- **WORK TO COMPLETE**
Search the data below for the word "keys" and copy each line that holds it.

[Collected data]

•••

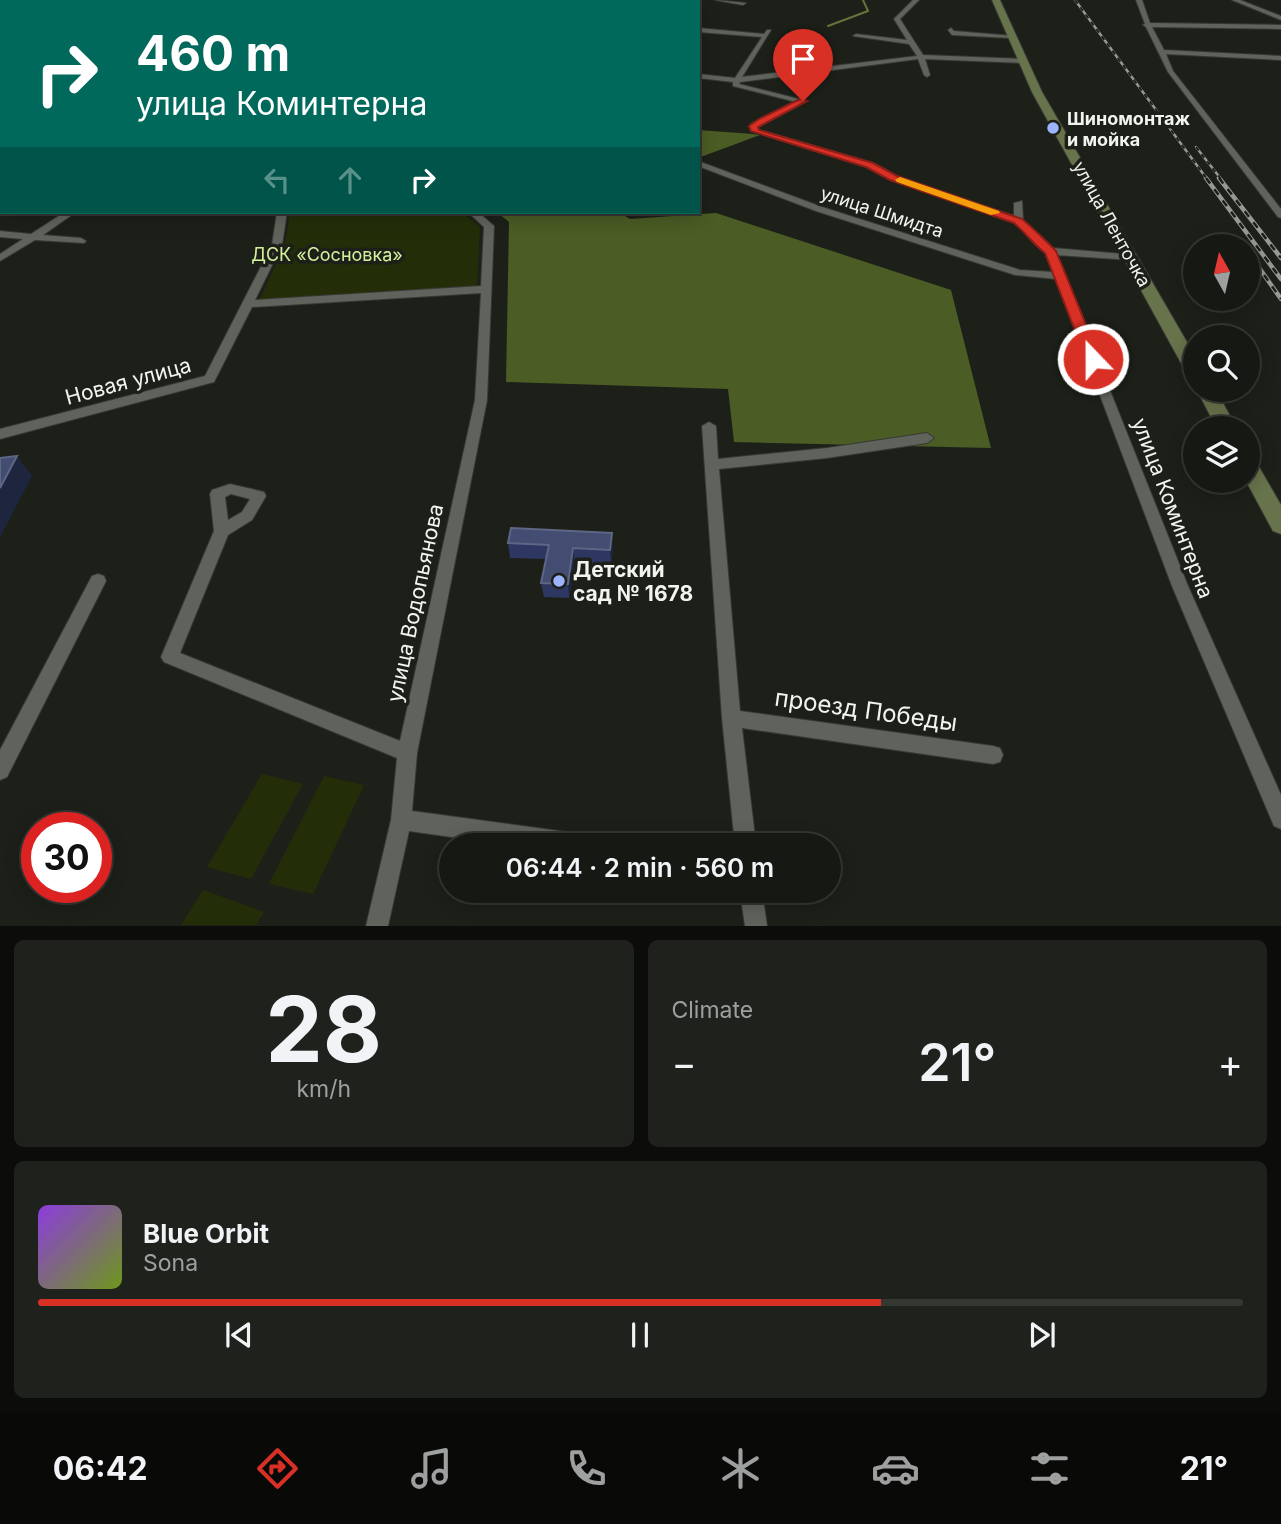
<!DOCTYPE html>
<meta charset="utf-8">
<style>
body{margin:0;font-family:Inter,sans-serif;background:#1f211c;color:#f1f3f6;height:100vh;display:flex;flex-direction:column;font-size:26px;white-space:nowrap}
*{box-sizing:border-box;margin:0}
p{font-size:23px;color:#9ea0a0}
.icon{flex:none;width:38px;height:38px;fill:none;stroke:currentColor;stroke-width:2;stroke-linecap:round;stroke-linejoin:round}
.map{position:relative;height:926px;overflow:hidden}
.sheet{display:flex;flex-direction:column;gap:14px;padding:14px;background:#0c0d0a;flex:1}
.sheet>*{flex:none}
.banner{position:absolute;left:0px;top:0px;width:700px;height:214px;box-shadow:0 4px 18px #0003,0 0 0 2px #353733;background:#00695c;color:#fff;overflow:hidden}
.needle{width:46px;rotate:352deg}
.buttons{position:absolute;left:1183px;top:234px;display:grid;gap:14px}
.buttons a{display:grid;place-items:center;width:77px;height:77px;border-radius:50%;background:#161813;box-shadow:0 4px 18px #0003,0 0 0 2px #353733;font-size:35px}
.speed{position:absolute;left:21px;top:812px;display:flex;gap:14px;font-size:35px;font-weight:700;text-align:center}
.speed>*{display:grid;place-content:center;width:91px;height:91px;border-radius:50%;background:#161813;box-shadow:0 4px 18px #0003,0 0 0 2px #353733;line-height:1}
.speed .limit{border:10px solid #d22;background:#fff;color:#111}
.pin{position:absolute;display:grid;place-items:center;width:60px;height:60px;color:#fff;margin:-72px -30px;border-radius:50% 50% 50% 0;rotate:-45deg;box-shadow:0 0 7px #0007}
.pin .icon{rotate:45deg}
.me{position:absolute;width:77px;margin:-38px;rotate:338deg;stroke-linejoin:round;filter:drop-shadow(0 0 5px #0008)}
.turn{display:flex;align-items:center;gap:24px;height:147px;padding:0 21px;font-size:32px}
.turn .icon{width:91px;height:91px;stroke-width:2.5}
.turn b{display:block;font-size:49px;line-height:60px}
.lanes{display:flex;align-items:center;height:66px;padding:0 21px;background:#0003;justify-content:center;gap:35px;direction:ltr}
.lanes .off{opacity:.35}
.big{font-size:52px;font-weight:600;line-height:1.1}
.sheet .card{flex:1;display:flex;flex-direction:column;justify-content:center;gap:10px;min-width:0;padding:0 24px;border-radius:10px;background:#1f211c}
.sheet .dial{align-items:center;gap:0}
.dial b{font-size:91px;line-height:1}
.song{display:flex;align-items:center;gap:21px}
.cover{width:84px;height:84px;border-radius:10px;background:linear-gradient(135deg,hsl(270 70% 55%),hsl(80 70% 35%))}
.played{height:7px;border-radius:4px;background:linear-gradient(90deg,#d93025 70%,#353733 70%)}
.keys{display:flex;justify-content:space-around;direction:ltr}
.heat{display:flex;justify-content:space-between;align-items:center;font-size:38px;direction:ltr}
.sheet .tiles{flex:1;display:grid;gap:14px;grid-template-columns:1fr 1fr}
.card:last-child{grid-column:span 2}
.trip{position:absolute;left:439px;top:833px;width:402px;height:70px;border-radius:35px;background:#161813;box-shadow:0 4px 18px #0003,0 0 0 2px #353733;font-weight:600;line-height:70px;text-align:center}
.tabs{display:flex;height:112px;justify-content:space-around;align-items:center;background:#090a08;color:#9ea0a0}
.tabs .icon{width:49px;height:49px}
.tabs .active{color:#d93025}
.tabs b{font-size:32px;color:#f1f3f6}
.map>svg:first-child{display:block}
.green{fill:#232e09}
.forest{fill:#4b5c24}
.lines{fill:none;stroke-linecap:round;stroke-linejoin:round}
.stream{stroke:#62743c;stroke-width:2}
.street-casing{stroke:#373934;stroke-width:2}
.secondary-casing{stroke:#373934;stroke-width:2}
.street{fill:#60635b;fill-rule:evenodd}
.secondary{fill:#67734b;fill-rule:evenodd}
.rail-far1-casing{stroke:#979993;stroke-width:2.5}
.rail-casing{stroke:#979993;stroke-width:4.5}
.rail-far1{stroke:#1d2019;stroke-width:2;stroke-dasharray:4.5;stroke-linecap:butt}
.rail{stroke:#1d2019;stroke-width:2.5;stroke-dasharray:7;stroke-linecap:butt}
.wall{fill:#2e3762}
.shaded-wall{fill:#1e253e}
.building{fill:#434c71;stroke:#5e6685;stroke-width:2}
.route{fill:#d93025;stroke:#8d1f18;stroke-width:2}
.slow{fill:#f59e0b}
.poi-dot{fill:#9eb3fd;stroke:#1d2019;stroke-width:2.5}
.labels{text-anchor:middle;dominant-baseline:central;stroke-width:7;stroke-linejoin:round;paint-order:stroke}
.far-poi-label{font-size:18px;font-weight:bold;fill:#f2f4ef;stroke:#1d2019;text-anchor:start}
.far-street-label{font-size:18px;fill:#f2f4ef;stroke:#1d2019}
.far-park-label{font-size:18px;fill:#d3f09b;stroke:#1d2019}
.street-label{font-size:21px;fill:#f2f4ef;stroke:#1d2019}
.poi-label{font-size:21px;font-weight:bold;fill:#f2f4ef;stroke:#1d2019;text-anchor:start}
.near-street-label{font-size:24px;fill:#f2f4ef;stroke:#1d2019}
</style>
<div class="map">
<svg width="1281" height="926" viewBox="0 0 1281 926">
<rect width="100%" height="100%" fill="#1d2019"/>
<g class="green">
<path d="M290 212H461L480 227 477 287 260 299 285 245Z"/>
<path d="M262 774 303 784 251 879 207 867Z"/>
<path d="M324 776 364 785 313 894 269 884Z"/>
<path d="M203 890 264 912 256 925H181Z"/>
</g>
<g class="forest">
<path d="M698 130 753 134 760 135 698 158Z"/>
<path d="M497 212H618L630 219 716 213 951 290 991 448 734 442 728 389 506 382 509 222Z"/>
</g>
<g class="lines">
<path class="stream" d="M828 26 868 11 863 0"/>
<defs>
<g id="street">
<path d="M0 0 15 2 0 3Z"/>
<path d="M292 0H300L289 2Z"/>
<path d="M359 0H366L357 2Z"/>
<path d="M422 0H428L421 2Z"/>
<path d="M568 0H574L566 2Z"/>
<path d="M715 0 746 3 743 5Z"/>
<path d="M913 0H919L900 19 923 55 1023 59 1026 61 1023 63 925 59 930 75 927 77 924 75 918 59 740 82 739 84 807 101 758 127 759 130 873 163 897 176 1014 216V203L1022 201 1023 220 1053 248 1135 255 1136 257 1131 260 1056 255 1188 586 1281 795V829L1274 826 1172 586 1056 279 1015 275 816 211 698 166V161L822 207 1020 270 1053 272 1046 252 1015 223 891 180 867 167 751 131V124L796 102 733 86V82L698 78V74L735 78 762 37 698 32V28L764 34 767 30H771L742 77 917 56 909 44 853 36 856 34 907 40 894 19Z"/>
<path d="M1136 0H1142L1150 23 1281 25V29L1152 27 1164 50 1281 56V60L1166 54 1173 71 1281 209V218L1278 217 1168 72 1146 27 1143 25 1145 24Z"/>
<path d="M1232 0H1240L1281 16V20Z"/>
<rect x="0" y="25" width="2" height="4"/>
<path d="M951 28 954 31 1014 36 1011 38 952 35 948 30Z"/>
<rect x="0" y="93" width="2" height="4"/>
<rect x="0" y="149" width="2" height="4"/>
<path d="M0 185 2 186V192L0 191Z"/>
<path d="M65 212H76L43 235 81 238 86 241 84 243 35 240 0 261V254L23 239 0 237V231L31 234Z"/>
<path d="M277 212H287L282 245 255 300 481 286 484 227 468 212H478L494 226 487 400 417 753 412 811 581 834 588 838 592 845H508L409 831 388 926H366L391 820 397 758 164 662 161 657 214 531 210 494 212 490 230 484 264 492 266 496 252 520 228 535 180 653 400 741 475 400 481 293 252 307 214 382 0 439V429L205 376 272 245ZM231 494 250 499 242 512 228 520 225 497Z"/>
<path d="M709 422 716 426 718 459 827 448 927 433 934 438 927 443 827 458 719 469 740 711 993 746 1000 748 1003 755 1000 762 993 764 742 728 756 845H735L722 718 702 426Z"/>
<path d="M98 574 104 576 106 581 7 777 0 780V750L92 576Z"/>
<path d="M740 891H762L767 926H745Z"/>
</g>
<g id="secondary">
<path d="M992 0H1000L1042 92 1195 356V378L1186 372 1032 92Z"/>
<path d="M1197 390H1216L1237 429H1217Z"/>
<path d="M1248 458 1255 460 1281 505V534L1273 531 1246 481Z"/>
</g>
</defs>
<use href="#street" class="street-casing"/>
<use href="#secondary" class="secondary-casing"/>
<use href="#street" class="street"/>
<use href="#secondary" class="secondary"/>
<defs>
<g id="rail-far1">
<path d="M1075 0 1207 179"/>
<path d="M1196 147 1221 179"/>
</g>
<g id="rail">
<path d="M1206 178 1281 279"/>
<path d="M1219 178 1281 258"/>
<path d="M1248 252 1281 299"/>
</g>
</defs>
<use href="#rail-far1" class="rail-far1-casing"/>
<use href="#rail" class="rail-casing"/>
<use href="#rail-far1" class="rail-far1"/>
<use href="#rail" class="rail"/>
</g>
<path class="wall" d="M508 543 613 547 611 565 575 563 569 598 544 597 541 583 546 559 510 558Z"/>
<g class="shaded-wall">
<path d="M17 456 32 476 0 537V488Z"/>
<path d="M612 533 613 547 611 565 610 550Z"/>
<path d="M573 548 575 563 569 598 568 584Z"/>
</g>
<g class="building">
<path d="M17 456 0 488V458Z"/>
<path d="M511 528 612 533 610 550 573 548 568 584 541 583 549 545 508 543Z"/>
</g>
<path class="route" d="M800 99 807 101 758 127 759 130 873 163 897 176 1022 219C1034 229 1045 240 1056 251L1100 359 1098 361 1093 363 1086 359 1045 253C1033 244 1026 233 1014 223L890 180 866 167 751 131 749 126 759 119Z"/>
<path class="slow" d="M900 177 999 211 1000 213 991 215 897 182 895 180Z"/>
<g class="poi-dot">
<circle cx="1053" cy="128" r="7"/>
<circle cx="559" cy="581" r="7"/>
</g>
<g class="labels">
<g class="far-poi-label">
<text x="1067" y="118">Шиномонтаж<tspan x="1067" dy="21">и мойка</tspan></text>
</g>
<g class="far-street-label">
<text transform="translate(882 212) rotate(18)">улица Шмидта</text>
<text transform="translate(1112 224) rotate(61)">улица Ленточка</text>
</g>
<g class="far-park-label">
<text x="327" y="254">ДСК «Сосновка»</text>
</g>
<g class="street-label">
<text transform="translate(128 381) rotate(-15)">Новая улица</text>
<text transform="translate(1173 508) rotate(69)">улица Коминтерна</text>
<text transform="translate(415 603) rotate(-78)">улица Водопьянова</text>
</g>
<g class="poi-label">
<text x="573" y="569">Детский<tspan x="573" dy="24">сад № 1678</tspan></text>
</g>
<g class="near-street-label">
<text transform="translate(866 710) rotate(8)">проезд Победы</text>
</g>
</g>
</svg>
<div class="buttons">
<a><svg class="needle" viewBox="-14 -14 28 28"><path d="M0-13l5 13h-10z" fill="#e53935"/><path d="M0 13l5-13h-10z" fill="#9ea0a0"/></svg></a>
<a><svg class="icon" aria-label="search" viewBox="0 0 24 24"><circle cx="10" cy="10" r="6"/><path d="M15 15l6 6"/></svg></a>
<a><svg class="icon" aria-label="layers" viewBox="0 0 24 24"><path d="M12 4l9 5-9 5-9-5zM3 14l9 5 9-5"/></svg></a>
</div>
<div class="speed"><div class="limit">30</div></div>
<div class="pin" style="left:803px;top:101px;background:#d93025"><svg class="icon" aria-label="arrive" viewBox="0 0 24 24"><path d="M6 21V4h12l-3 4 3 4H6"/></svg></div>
<svg class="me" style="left:1093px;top:359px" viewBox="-20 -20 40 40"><circle r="17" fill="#d93025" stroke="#fff" stroke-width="3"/><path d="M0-11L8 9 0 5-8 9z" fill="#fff"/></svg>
<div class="trip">06:44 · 2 min · 560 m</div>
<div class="banner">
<div class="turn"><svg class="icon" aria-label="right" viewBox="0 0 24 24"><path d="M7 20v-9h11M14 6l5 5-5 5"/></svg><div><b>460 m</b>улица Коминтерна</div></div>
<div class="lanes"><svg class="icon off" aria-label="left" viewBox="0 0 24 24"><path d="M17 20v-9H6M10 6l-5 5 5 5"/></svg><svg class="icon off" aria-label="ahead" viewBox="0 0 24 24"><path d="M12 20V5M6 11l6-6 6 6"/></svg><svg class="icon" aria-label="right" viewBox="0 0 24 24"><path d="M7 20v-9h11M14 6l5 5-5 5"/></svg></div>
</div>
</div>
<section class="sheet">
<div class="tiles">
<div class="card dial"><b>28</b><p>km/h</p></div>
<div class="card"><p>Climate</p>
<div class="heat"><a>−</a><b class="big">21°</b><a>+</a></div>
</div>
<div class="card">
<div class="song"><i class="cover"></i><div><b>Blue Orbit</b><p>Sona</p></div></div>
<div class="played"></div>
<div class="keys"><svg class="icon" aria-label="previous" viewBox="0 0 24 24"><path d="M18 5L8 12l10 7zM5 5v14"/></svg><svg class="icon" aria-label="pause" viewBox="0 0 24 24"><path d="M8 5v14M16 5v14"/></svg><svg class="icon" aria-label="next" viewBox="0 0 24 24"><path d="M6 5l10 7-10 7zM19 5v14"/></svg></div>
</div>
</div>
</section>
<nav class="tabs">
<b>06:42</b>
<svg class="icon active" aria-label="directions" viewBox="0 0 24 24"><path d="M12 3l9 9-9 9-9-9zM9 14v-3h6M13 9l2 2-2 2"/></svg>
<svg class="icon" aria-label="music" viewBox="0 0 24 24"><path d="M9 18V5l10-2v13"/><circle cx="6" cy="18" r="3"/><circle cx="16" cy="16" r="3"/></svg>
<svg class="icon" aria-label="phone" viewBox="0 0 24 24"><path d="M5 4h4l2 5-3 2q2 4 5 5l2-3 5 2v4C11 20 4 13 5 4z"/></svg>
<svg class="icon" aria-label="climate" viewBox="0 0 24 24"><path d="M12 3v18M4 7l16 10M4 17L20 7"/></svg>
<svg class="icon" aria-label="car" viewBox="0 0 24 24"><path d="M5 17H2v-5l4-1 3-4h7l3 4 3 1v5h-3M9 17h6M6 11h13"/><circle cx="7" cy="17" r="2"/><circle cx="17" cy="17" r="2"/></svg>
<svg class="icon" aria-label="filters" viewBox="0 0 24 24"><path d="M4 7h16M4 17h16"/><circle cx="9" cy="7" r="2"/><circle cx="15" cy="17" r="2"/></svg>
<b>21°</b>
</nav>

•••

- **ANSWER TO THIS PROBLEM**
.keys{display:flex;justify-content:space-around;direction:ltr}
<div class="keys"><svg class="icon" aria-label="previous" viewBox="0 0 24 24"><path d="M18 5L8 12l10 7zM5 5v14"/></svg><svg class="icon" aria-label="pause" viewBox="0 0 24 24"><path d="M8 5v14M16 5v14"/></svg><svg class="icon" aria-label="next" viewBox="0 0 24 24"><path d="M6 5l10 7-10 7zM19 5v14"/></svg></div>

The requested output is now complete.